(Stored data)
● ● ● ● ● ● ●
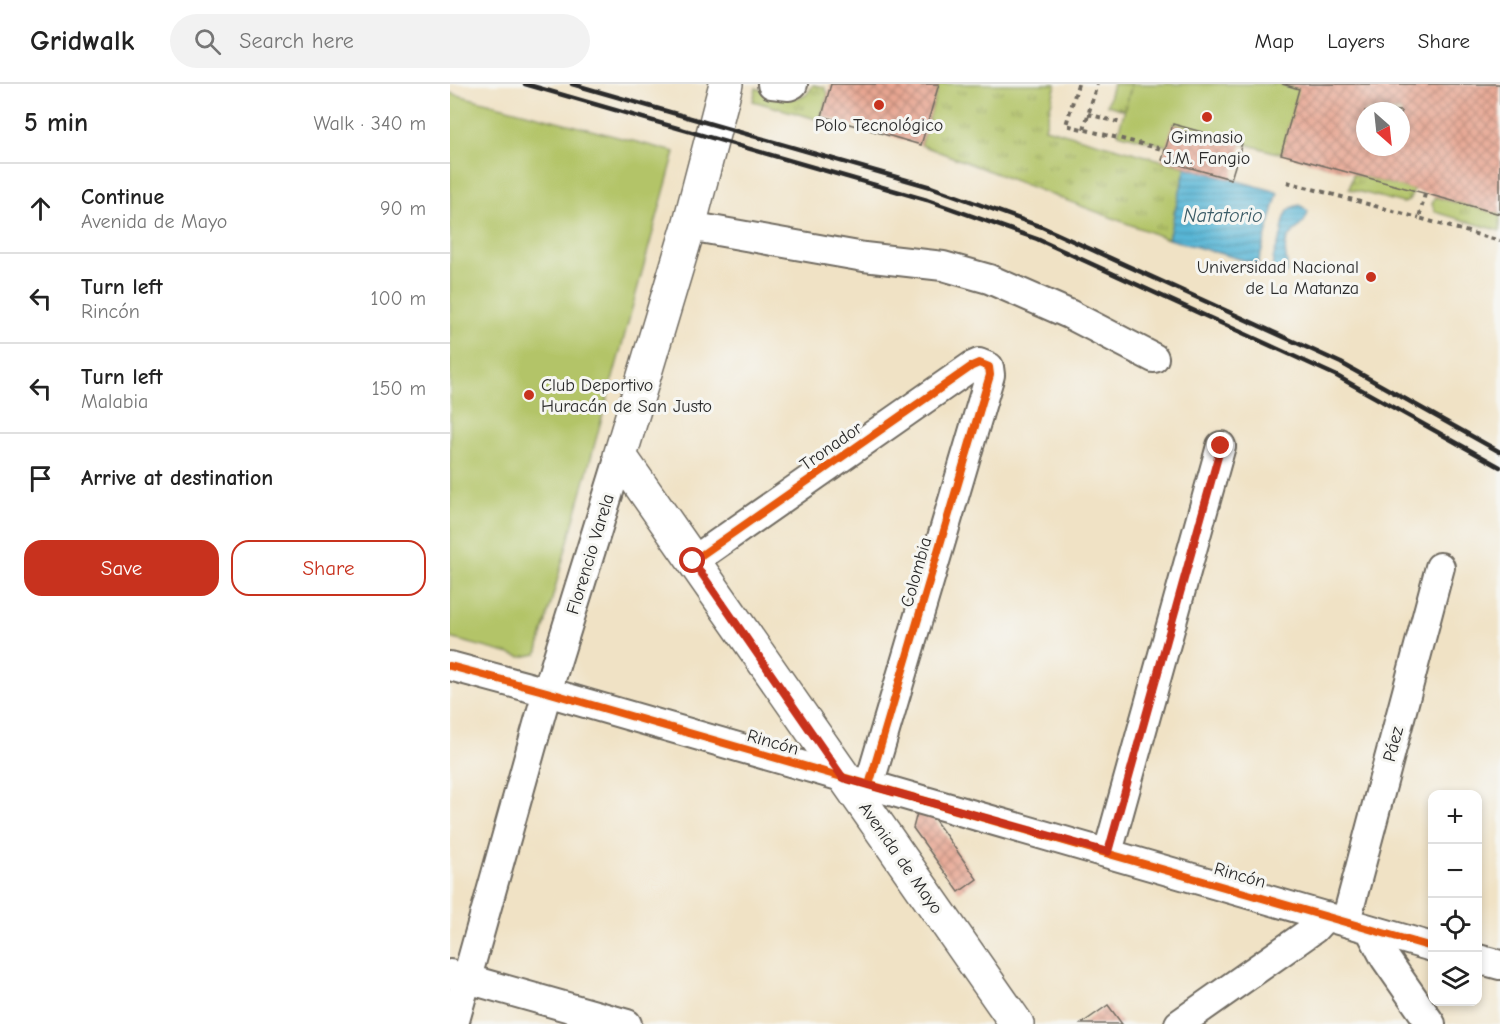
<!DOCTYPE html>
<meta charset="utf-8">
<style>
:root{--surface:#fff;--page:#f2f2f2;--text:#222;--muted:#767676;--line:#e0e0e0;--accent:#c8321e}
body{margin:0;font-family:"Comic Neue",sans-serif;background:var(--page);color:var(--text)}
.controls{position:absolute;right:18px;bottom:18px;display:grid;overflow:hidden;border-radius:12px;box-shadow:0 3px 9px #0003}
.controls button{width:54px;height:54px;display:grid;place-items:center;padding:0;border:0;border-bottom:2px solid var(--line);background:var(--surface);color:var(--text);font:30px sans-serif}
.compass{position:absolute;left:906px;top:18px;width:54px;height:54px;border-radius:50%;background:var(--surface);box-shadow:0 3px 9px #0003;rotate:153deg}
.stop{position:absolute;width:18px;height:18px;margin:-14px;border:4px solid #c8321e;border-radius:50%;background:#fff}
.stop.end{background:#c8321e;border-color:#fff;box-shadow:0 2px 6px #0008}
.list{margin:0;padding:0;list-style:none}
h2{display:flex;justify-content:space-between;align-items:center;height:78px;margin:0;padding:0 24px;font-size:26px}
h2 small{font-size:20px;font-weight:400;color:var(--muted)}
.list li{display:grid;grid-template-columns:39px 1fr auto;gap:18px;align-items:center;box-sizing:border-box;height:90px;padding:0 24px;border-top:2px solid var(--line)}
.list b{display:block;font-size:22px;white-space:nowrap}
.list p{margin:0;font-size:20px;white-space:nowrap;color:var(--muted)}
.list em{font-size:20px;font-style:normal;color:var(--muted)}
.actions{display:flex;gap:12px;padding:18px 24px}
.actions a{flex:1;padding:14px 0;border:2px solid var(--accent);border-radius:18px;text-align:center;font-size:21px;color:var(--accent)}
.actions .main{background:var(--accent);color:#fff}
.icon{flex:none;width:33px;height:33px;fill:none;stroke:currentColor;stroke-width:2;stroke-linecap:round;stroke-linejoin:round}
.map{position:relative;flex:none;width:1050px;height:940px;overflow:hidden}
header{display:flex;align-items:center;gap:36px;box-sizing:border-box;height:84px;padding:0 30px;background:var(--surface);border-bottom:2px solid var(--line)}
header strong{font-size:28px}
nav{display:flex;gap:33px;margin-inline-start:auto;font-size:21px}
.search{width:420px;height:54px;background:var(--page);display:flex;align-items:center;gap:15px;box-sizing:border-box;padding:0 21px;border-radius:33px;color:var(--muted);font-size:22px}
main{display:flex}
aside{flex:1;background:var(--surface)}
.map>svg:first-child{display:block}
</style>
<header>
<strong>Gridwalk</strong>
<div class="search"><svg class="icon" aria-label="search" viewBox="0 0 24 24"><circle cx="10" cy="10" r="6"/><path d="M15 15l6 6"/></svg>Search here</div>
<nav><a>Map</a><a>Layers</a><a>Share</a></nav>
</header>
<main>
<aside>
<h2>5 min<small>Walk · 340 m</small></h2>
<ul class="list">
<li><svg class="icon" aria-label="ahead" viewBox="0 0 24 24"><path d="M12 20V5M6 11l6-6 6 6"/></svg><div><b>Continue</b><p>Avenida de Mayo</p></div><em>90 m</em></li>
<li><svg class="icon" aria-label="left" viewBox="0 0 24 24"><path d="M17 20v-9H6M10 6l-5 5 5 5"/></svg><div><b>Turn left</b><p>Rincón</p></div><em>100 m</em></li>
<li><svg class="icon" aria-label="left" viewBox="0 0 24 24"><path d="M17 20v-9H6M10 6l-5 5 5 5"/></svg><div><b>Turn left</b><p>Malabia</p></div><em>150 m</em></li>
<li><svg class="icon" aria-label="arrive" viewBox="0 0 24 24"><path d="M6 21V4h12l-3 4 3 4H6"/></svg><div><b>Arrive at destination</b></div></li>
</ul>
<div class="actions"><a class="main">Save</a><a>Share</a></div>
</aside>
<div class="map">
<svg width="1050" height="940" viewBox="0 0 1050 940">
<defs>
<pattern id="grass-tufts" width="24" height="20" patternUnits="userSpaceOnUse" patternTransform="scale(1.5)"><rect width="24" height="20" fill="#b3c468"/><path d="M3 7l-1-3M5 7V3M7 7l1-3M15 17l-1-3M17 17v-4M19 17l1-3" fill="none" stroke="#929f56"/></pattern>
<pattern id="water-rules" width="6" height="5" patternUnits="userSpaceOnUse" patternTransform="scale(1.5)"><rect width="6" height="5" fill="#58b6d6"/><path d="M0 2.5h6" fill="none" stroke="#4994ae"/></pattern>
<pattern id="building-cross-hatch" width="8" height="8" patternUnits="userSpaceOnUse" patternTransform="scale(1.5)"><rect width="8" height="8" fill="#e7a591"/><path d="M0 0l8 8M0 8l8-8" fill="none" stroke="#bb8777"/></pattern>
</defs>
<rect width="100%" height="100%" fill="#f6f6f2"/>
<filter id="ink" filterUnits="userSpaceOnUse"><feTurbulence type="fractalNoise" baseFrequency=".0167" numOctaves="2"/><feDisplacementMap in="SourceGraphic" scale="12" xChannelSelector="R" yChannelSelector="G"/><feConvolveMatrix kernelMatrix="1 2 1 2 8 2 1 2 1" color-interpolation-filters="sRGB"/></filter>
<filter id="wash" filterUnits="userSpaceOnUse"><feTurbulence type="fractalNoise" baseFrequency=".008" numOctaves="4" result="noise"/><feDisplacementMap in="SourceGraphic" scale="24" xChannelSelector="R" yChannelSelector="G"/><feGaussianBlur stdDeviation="1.35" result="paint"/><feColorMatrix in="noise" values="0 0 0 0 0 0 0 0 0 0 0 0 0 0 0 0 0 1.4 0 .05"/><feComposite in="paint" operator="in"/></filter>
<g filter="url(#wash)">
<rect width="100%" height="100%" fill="#f0e2c5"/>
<!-- grass -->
<path fill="url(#grass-tufts)" stroke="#6f784a" stroke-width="1.5" d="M 489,0 L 606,0 L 595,44 L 736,83 L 718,155 L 471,61 Z
M 663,0 L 682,0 L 675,26 L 657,21 Z
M 363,1 L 374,3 L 378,10 L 370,36 L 303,17 L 306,4 C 316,8 345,17 354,12 C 358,10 361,5 363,1 Z
M 903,90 L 964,106 C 961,112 960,118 953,119 L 899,105 Z
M 985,113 L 1050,130 L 1050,147 L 985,128 L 982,120 Z"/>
<!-- pitch -->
<path fill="#b3c468" stroke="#6f784a" stroke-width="1.5" d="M 682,0 L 830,0 L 849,5 L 831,70 L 724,40 L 717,62 L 668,49 Z
M 0,9 L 225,68 L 87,570 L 71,573 L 0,554 Z"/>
<!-- water -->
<path fill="url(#water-rules)" stroke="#427080" stroke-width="1.5" d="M 736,83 L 828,108 L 808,180 L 718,155 Z
M 850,121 L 858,127 C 857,142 841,145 836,159 C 833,170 839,178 837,189 L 832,192 L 823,186 C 821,174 827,163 831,152 C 834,139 833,123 850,121 Z"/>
<g id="blocks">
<!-- building -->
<path fill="url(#building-cross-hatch)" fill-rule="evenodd" d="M 381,0 L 489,0 L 471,61 L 372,32 Z
M 832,0 L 1050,0 L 1050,130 L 831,70 L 849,5 ZM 915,27 L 951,27 L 951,63 L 915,63 Z
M 723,40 L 792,59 L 781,95 L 712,76 Z
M 467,729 L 482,732 L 527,795 L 509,808 L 463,744 Z
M 658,921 L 672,940 L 631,940 Z"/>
</g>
</g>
<g filter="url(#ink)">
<use href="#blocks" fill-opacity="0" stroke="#706b61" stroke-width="1.5"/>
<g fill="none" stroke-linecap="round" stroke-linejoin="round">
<defs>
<path id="minor" d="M 322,0 L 339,2 L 343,0
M 239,142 L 414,173 L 493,182 L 539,195 L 619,230 L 704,274
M 243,477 L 522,282 L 529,279 L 539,283 L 540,291 L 419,701
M 0,582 L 97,608 L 982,863
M 658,768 L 771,362
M 896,837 L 990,483
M 920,846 L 935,874 L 981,940
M 1028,875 L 1050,881
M 0,890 L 177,940
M 4,940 L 97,608 L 170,372
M 729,940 L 864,845 L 876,832"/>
<path id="major" d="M 276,0 L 239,142 L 170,372 L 567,940"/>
</defs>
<!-- minor casing -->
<use href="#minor" stroke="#706b61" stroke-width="32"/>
<!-- major casing -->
<use href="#major" stroke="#706b61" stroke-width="36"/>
<!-- path -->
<path stroke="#706b61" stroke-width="4" stroke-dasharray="4.5 4.5" stroke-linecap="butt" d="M 628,0 L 616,41 L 716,66
M 638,30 L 671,39
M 634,45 L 647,0
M 837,98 L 969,134
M 975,110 L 969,134 L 1050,157"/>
<!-- minor -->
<use href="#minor" stroke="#fff" stroke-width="28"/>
<!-- major -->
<use href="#major" stroke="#fff" stroke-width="33"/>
<!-- rail -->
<path stroke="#2b2b2b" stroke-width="4.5" d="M 75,0 L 477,116 L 587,155 L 885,291 L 1050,383
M 122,0 L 481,103 L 592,143 L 891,279 L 1050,368"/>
<defs>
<path id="cycleway" d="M 243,477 L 522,282 L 529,279 L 539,283 L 540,291 L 419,701
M 0,582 L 97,608 L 982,863"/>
</defs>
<!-- cycleway casing -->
<use href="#cycleway" stroke="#f6f6f2" stroke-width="11"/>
<!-- cycleway -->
<use href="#cycleway" stroke="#e8590c" stroke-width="8"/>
</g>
</g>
<g fill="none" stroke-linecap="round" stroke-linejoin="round" filter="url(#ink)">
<!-- route -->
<path stroke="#c8321e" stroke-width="8" d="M 243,477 L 393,694 L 658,768 L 771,362"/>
</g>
<!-- markers -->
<g fill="#c8321e" stroke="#f6f6f2" stroke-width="2">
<circle cx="429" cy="21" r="6"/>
<circle cx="757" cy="33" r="6"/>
<circle cx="921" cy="193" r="6"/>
<circle cx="79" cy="311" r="6"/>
</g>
<g text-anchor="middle" stroke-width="6" stroke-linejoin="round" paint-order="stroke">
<!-- poi labels -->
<g font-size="18" fill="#2b2b2b" stroke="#f6f6f2">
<text x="429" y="47">Polo Tecnológico</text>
<text x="757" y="59">Gimnasio<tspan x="757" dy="21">J.M. Fangio</tspan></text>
<text x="909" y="189" text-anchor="end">Universidad Nacional<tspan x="909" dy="21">de La Matanza</tspan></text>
<text x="91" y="307" text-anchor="start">Club Deportivo<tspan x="91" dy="21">Huracán de San Justo</tspan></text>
</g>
<!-- street labels -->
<g font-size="18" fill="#2b2b2b" stroke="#f6f6f2">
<text transform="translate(381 362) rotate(-35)" y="6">Tronador</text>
<text transform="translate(140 470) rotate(-73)" y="6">Florencio Varela</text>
<text transform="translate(466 488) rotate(-74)" y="6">Colombia</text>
<text transform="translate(323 658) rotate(16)" y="6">Rincón</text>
<text transform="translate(943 660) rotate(-75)" y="6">Páez</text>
<text transform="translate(451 774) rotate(55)" y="6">Avenida de Mayo</text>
<text transform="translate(790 791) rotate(16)" y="6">Rincón</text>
</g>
<!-- water labels -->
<g font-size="20" font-style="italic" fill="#3b5c67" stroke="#f6f6f2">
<text x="773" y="138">Natatorio</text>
</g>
</g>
</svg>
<div class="controls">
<button>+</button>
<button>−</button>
<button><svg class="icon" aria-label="locate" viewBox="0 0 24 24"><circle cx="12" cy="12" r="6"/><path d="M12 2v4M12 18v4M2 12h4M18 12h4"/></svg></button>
<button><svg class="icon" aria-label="layers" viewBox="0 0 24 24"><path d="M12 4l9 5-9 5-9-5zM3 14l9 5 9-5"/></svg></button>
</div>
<svg class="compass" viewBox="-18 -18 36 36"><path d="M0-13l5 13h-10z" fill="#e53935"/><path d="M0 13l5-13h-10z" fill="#767676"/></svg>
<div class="stop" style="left:243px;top:477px"></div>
<div class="stop end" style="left:771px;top:362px"></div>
</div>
</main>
● ● ● ● ● ● ●
In the entries above, the lines from the one bearing "616,41 L 716,66" up to and including the one bearing "885,291 L 1050,383" should be transcribed exactly; no other line is wanted.

Response:
<path stroke="#706b61" stroke-width="4" stroke-dasharray="4.5 4.5" stroke-linecap="butt" d="M 628,0 L 616,41 L 716,66
M 638,30 L 671,39
M 634,45 L 647,0
M 837,98 L 969,134
M 975,110 L 969,134 L 1050,157"/>
<!-- minor -->
<use href="#minor" stroke="#fff" stroke-width="28"/>
<!-- major -->
<use href="#major" stroke="#fff" stroke-width="33"/>
<!-- rail -->
<path stroke="#2b2b2b" stroke-width="4.5" d="M 75,0 L 477,116 L 587,155 L 885,291 L 1050,383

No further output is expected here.